3-3 Policies

If something happens, we need to fix a problem or raise an alert. Most organizations have a lot of important tools in this space. AMP aims to standardize and simplify their use in an organization, ensuring they are baked in blueprints, and pulling together the results so that all stakeholders get a holistic view.

A “policy” in Cloudsoft AMP consists of three aspects:

Monitor: when should it run, usually either time-based or sensor-based
Analyze/Plan: what checks should it do, ranging from a trivial condition or even always-apply, to sophisticated computation running external tools
Execute: what action should it apply based on the analysis, often invoking an effector or emitting a sensor

In common parlance, a policy is often just a statement of what is and isn’t allowed. In order to be runnable, AMP’s philosophy is that a policy should include details of the monitoring, the analysis/planning, and the resulting execution. A policy statement that doesn’t specify when it needs checked (monitor) cannot be automated; similarly, a policy statement that doesn’t specify how it is evaluated (analyze/plan) cannot be automated; and a policy statement that doesn’t specify a consequence (execute) is useless!

In practice, these three aspects are simple to define and are often baked in to the policy being used, so that a blueprint author has minimal work to do. We will explore this with several in-life management policies building on the previous exercise. This is a short exercise – about 30 minutes – adding the policies in quick succession, then redeploying and exploring them.

Built-in policies: terraform drift

Some types in AMP have built-in policies. The Terraform type, for example, allows enabling drift detection: every minute (monitor), check that the Terraform template matches actual resources (analyze/plan), and emit a sensor indicating compliance or failure (execute).

To enable this, simply add the following to the two terraform entities:

    brooklyn.initializers:
      - type: terraform-drift-compliance-check
        brooklyn.config:
          terraform.resources-drift.enabled: true

Automation: scheduling actions

The next policy – the cron-scheduler installed as a policy to the AMP Catalog – allows us to specify that effectors should be invoked according to a schedule: the schedule is the monitor aspect, the analyze/plan aspect is trivial because it always applies (although it could be enhanced to support conditions), and the effector specified by the blueprint author is the execute aspect.

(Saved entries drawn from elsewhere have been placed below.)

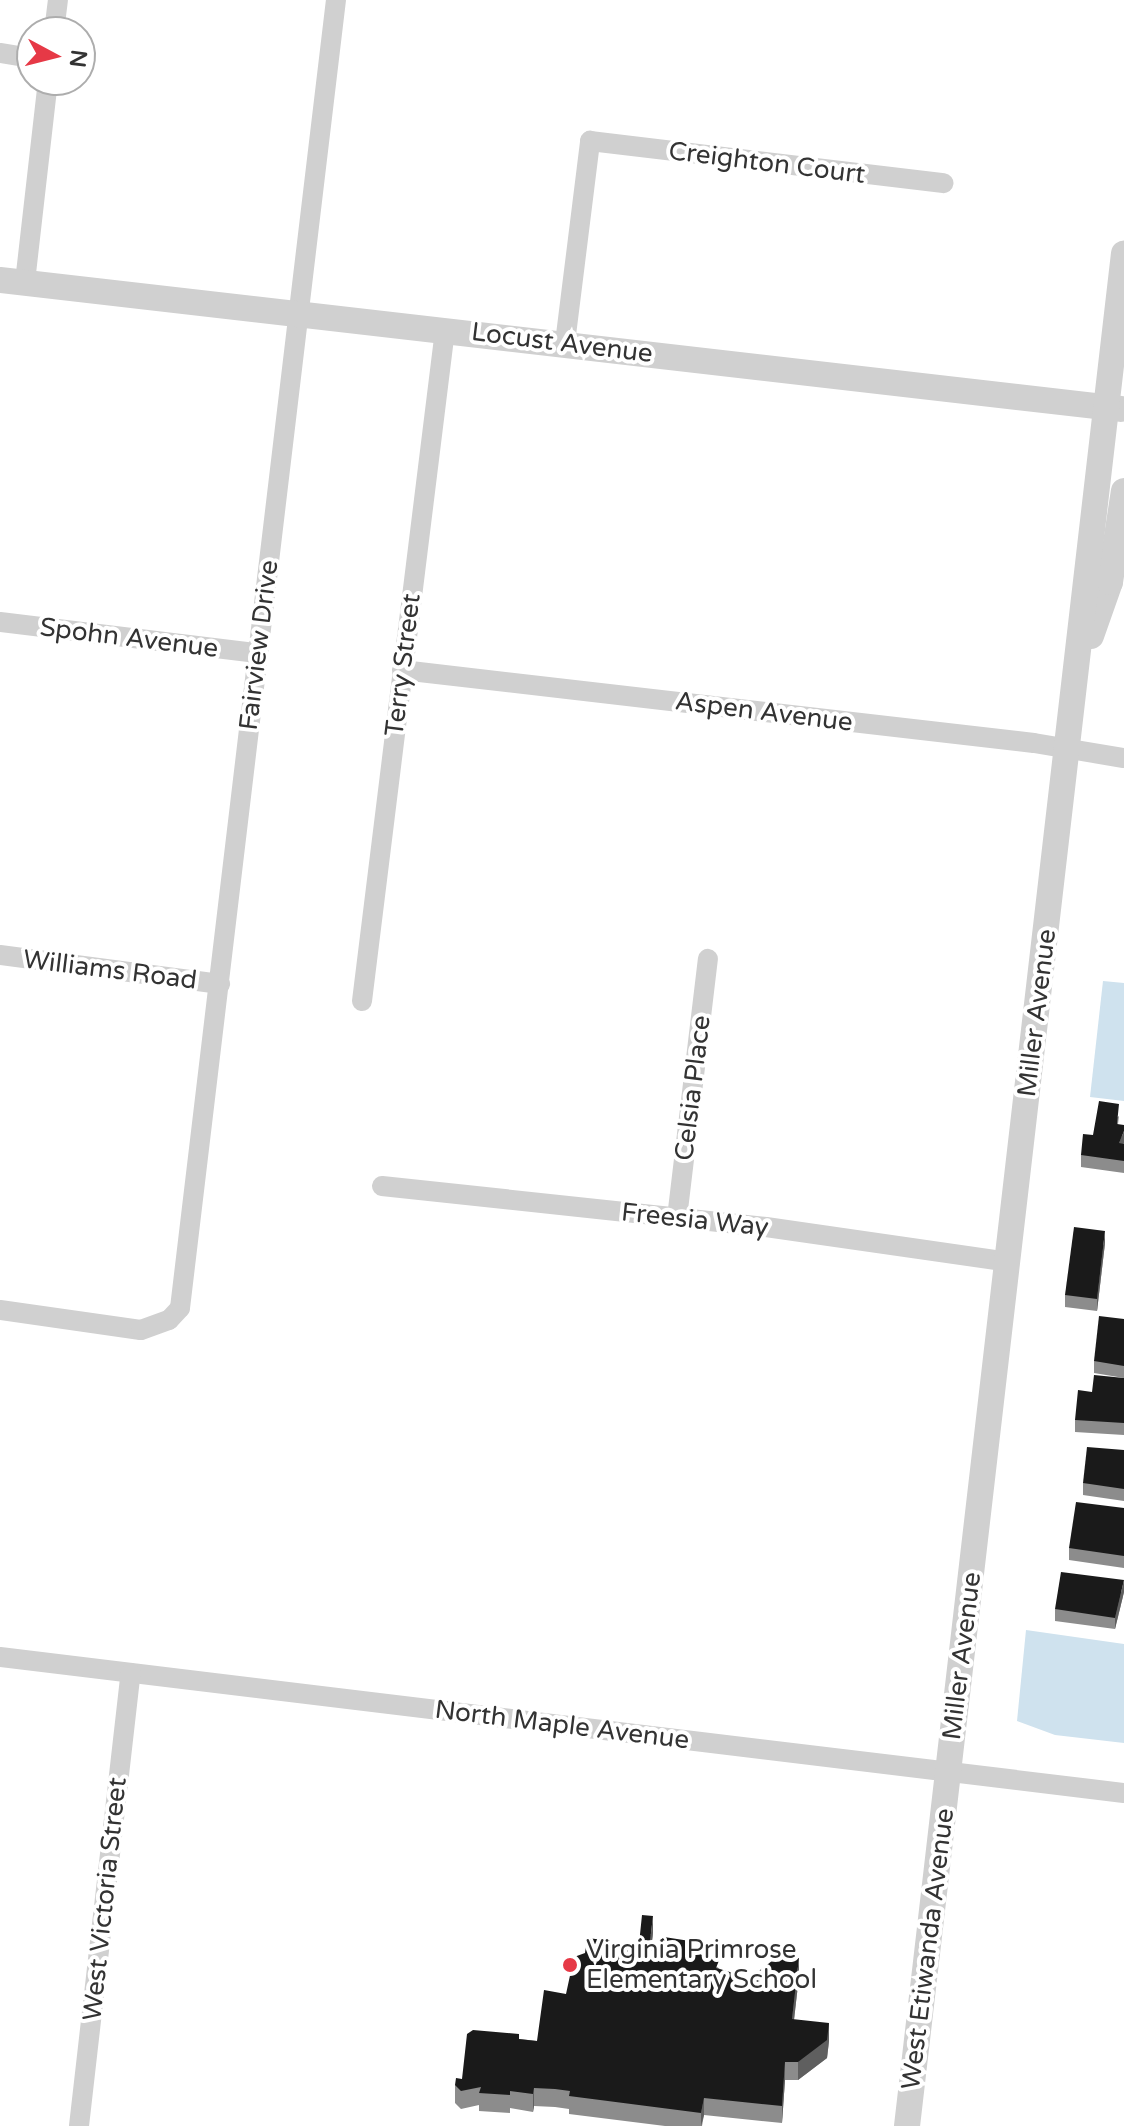 <!DOCTYPE html>
<html>
<head>
<meta charset="utf-8">
<style>
	body { margin:0 }
	#map { position:relative; width:1124px; height:2126px; overflow:hidden; background:#fff; font-family:"Varela Round",sans-serif }
	div>[style] { position:absolute }
	[style*='--x'] { left:calc(var(--x)*1px); top:calc(var(--y)*1px); width:calc(var(--w)*1px); rotate:calc(var(--a)*1deg) }
	.water>* { inset:0; background:#cfe2ee }
	.minor>* { height:20px; margin:-10px; padding:0 10px; transform-origin:10px; border-radius:10px; background:#d0d0d0 }
	.tertiary>* { height:26px; margin:-13px; padding:0 13px; transform-origin:13px; border-radius:13px; background:#d0d0d0 }
	.wall>* { inset:0; background:#8c8c8c }
	.shaded-wall>* { inset:0; background:#5f5f5f }
	.building>* { inset:0; background:#1a1a1a }
	.dots>* { width:22px; height:22px; translate:-50% -50%; box-sizing:border-box; border:4px solid #fff; border-radius:50% }
	span { translate:-50% -50%; white-space:nowrap; text-align:center; line-height:1.15; -webkit-text-stroke:8px #fff; paint-order:stroke }
	.street-label { font-size:26px; color:#333 }
	.poi-label { font-size:26px; color:#333 }
	.left { translate:0 -50%; text-align:left }
	.north { position:absolute; left:16px; top:16px; width:80px; height:80px; box-sizing:border-box; background:#fff; border:2px solid #adadad; border-radius:50%; rotate:97deg; font-size:22px; font-weight:700; line-height:32px; text-align:center; color:#333 }
	.north::after { content:''; display:block; margin:auto; width:28px; height:36px; background:#e63946; clip-path:polygon(50% 0,100% 100%,50% 72%,0 100%) }
</style>
</head>
<body>
<div id="map">
	<div class="water">
		<div style="clip-path:polygon(1103px 981px,1124px 983px,1124px 1101px,1090px 1097px)"></div>
		<div style="clip-path:polygon(1026px 1630px,1124px 1644px,1124px 1743px,1055px 1735px,1017px 1721px)"></div>
	</div>
	<div class="minor">
		<div style="--x:54;--y:32;--w:32;--a:-83"></div>
		<div style="--x:0;--y:53;--w:32;--a:9"></div>
		<div style="--x:25;--y:282;--w:203;--a:-83.5"></div>
		<div style="--x:565;--y:343;--w:204;--a:-82.9"></div>
		<div style="--x:590;--y:141;--w:356;--a:6.8"></div>
		<div style="--x:0;--y:622;--w:259;--a:6.9"></div>
		<div style="--x:402;--y:670;--w:636;--a:6.59"></div>
		<div style="--x:1034;--y:743;--w:91;--a:9.5"></div>
		<div style="--x:0;--y:955;--w:222;--a:7.5"></div>
		<div style="--x:362;--y:1001;--w:676;--a:-82.95"></div>
		<div style="--x:382;--y:1186;--w:386;--a:6.1"></div>
		<div style="--x:766;--y:1227;--w:245;--a:8.2"></div>
		<div style="--x:677;--y:1218;--w:261;--a:-83.2"></div>
		<div style="--x:0;--y:1310;--w:142;--a:8.1"></div>
		<div style="--x:141;--y:1330;--w:30;--a:-20"></div>
		<div style="--x:169;--y:1320;--w:16;--a:-47"></div>
		<div style="--x:180;--y:1308;--w:1317;--a:-83.2"></div>
		<div style="--x:0;--y:1657;--w:1132;--a:6.9"></div>
		<div style="--x:79;--y:2126;--w:456;--a:-83.5"></div>
	</div>
	<div class="tertiary">
		<div style="--x:0;--y:280;--w:1128;--a:6.56"></div>
		<div style="--x:1091;--y:636;--w:57;--a:-70.6"></div>
		<div style="--x:1110;--y:582;--w:92;--a:-81.3"></div>
		<div style="--x:907;--y:2126;--w:1885;--a:-83.39"></div>
	</div>
	<div class="wall">
		<div style="clip-path:polygon(1119px 1116px,1118px 1124px,1124px 1144px,1124px 1173px,1081px 1167px,1081px 1155px,1093px 1135px)"></div>
		<div style="clip-path:polygon(1105px 1243px,1097px 1311px,1065px 1307px,1065px 1295px)"></div>
		<div style="clip-path:polygon(1124px 1319px,1124px 1378px,1094px 1373px,1094px 1361px)"></div>
		<div style="clip-path:polygon(1124px 1378px,1124px 1435px,1075px 1432px,1075px 1420px,1092px 1392px)"></div>
		<div style="clip-path:polygon(1124px 1450px,1124px 1501px,1083px 1495px,1083px 1483px)"></div>
		<div style="clip-path:polygon(1124px 1508px,1124px 1568px,1069px 1560px,1069px 1548px)"></div>
		<div style="clip-path:polygon(1124px 1592px,1115px 1629px,1055px 1621px,1055px 1609px)"></div>
		<div style="clip-path:polygon(653px 1933px,651px 1948px,705px 1959px,720px 1969px,750px 1978px,799px 1976px,794px 2020px,829px 2041px,827px 2058px,798px 2080px,785px 2080px,782px 2123px,704px 2115px,702px 2126px,665px 2126px,569px 2114px,569px 2109px,555px 2107px,534px 2106px,533px 2112px,510px 2108px,510px 2113px,479px 2111px,479px 2105px,461px 2109px,455px 2103px,455px 2085px,462px 2079px,519px 2039px,537px 2041px,566px 1994px,639px 1944px)"></div>
	</div>
	<div class="shaded-wall">
		<div style="clip-path:polygon(1124px 1131px,1124px 1143px,1119px 1155px,1119px 1143px)"></div>
		<div style="clip-path:polygon(1105px 1231px,1105px 1243px,1097px 1311px,1097px 1299px)"></div>
		<div style="clip-path:polygon(1124px 1580px,1124px 1592px,1115px 1629px,1115px 1618px)"></div>
		<div style="clip-path:polygon(653px 1916px,653px 1933px,649px 1968px,649px 1950px)"></div>
		<div style="clip-path:polygon(799px 1958px,799px 1976px,792px 2037px,792px 2019px)"></div>
		<div style="clip-path:polygon(829px 2023px,829px 2041px,827px 2058px,798px 2080px,798px 2062px)"></div>
		<div style="clip-path:polygon(785px 2062px,785px 2080px,782px 2123px,782px 2106px)"></div>
		<div style="clip-path:polygon(534px 2088px,534px 2106px,533px 2112px,533px 2094px)"></div>
		<div style="clip-path:polygon(704px 2098px,704px 2115px,701px 2126px,701px 2113px)"></div>
	</div>
	<div class="building">
		<div style="clip-path:polygon(1099px 1101px,1119px 1104px,1117px 1124px,1124px 1125px,1124px 1131px,1119px 1143px,1124px 1144px,1124px 1161px,1081px 1155px,1083px 1134px,1093px 1135px)"></div>
		<div style="clip-path:polygon(1074px 1227px,1105px 1231px,1097px 1299px,1065px 1295px)"></div>
		<div style="clip-path:polygon(1099px 1316px,1124px 1319px,1124px 1366px,1094px 1361px)"></div>
		<div style="clip-path:polygon(1094px 1375px,1124px 1378px,1124px 1423px,1075px 1420px,1078px 1390px,1092px 1392px)"></div>
		<div style="clip-path:polygon(1087px 1447px,1124px 1450px,1124px 1489px,1083px 1483px)"></div>
		<div style="clip-path:polygon(1076px 1502px,1124px 1508px,1124px 1556px,1069px 1548px)"></div>
		<div style="clip-path:polygon(1061px 1572px,1124px 1580px,1115px 1618px,1055px 1609px)"></div>
		<div style="clip-path:polygon(642px 1915px,653px 1916px,649px 1950px,664px 1937px,690px 1941px,705px 1959px,720px 1958px,716px 1968px,750px 1978px,777px 1957px,799px 1958px,792px 2019px,829px 2023px,827px 2040px,798px 2062px,785px 2062px,782px 2106px,704px 2098px,701px 2113px,569px 2096px,570px 2091px,555px 2089px,534px 2088px,533px 2094px,510px 2091px,510px 2095px,479px 2093px,481px 2087px,461px 2091px,455px 2085px,456px 2078px,462px 2079px,467px 2034px,473px 2030px,519px 2034px,519px 2039px,537px 2041px,544px 1990px,566px 1994px,574px 1957px,585px 1953px,587px 1938px,639px 1944px)"></div>
	</div>
	<div class="dots">
		<div style="left:570px;top:1965px;background:#e63946"></div>
	</div>
	<div class="street-label">
		<span style="left:767px;top:163px;rotate:7deg">Creighton Court</span>
		<span style="left:562px;top:343px;rotate:7deg">Locust Avenue</span>
		<span style="left:129px;top:638px;rotate:7deg">Spohn Avenue</span>
		<span style="left:259px;top:645px;rotate:-83deg">Fairview Drive</span>
		<span style="left:403px;top:665px;rotate:-83deg">Terry Street</span>
		<span style="left:764px;top:712px;rotate:7deg">Aspen Avenue</span>
		<span style="left:110px;top:970px;rotate:7deg">Williams Road</span>
		<span style="left:1037px;top:1013px;rotate:-83deg">Miller Avenue</span>
		<span style="left:693px;top:1088px;rotate:-83deg">Celsia Place</span>
		<span style="left:695px;top:1220px;rotate:6deg">Freesia Way</span>
		<span style="left:962px;top:1656px;rotate:-83deg">Miller Avenue</span>
		<span style="left:562px;top:1725px;rotate:7deg">North Maple Avenue</span>
		<span style="left:105px;top:1899px;rotate:-84deg">West Victoria Street</span>
		<span style="left:928px;top:1949px;rotate:-83deg">West Etiwanda Avenue</span>
	</div>
	<div class="poi-label">
		<span class="left" style="left:586px;top:1965px">Virginia Primrose<br>Elementary School</span>
	</div>
	<div class="north">N</div>
</div>
</body>
</html>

Here let’s attach a schedule to the EFS bastion server. It normally isn’t needed out-of-hours, and it will save money and energy, and be more secure, to run it only during the day. Because that Terraform template is a separate entity in AMP, we can control its lifecycle separately by attaching this policy to that entity, instructing it to start at 8.30am and stop at 6.00pm M-F.

This can be done by adding the following block to the “Bastion Server” terraform entity, using a brookyn.policies block rather than brooklyn.initializers because we are using a policy saved in the catalog:

    brooklyn.policies:
      - type: cron-scheduler
        brooklyn.config:
          entries:
            - when: '0 30 8 * * mon-fri'
              effector: start
            - when: '0 0 18 * * mon-fri'
              effector: stop

Compliance: monitoring elastic storage use

Previously, we created two efs-size-* sensors. One simple health and compliance check is to ensure that the size of data in EFS is reasonable. Let’s add a new policy that checks if the size is too big, and a policy that if the size is too big, publish a non-compliance dashboard sensor and open an issue.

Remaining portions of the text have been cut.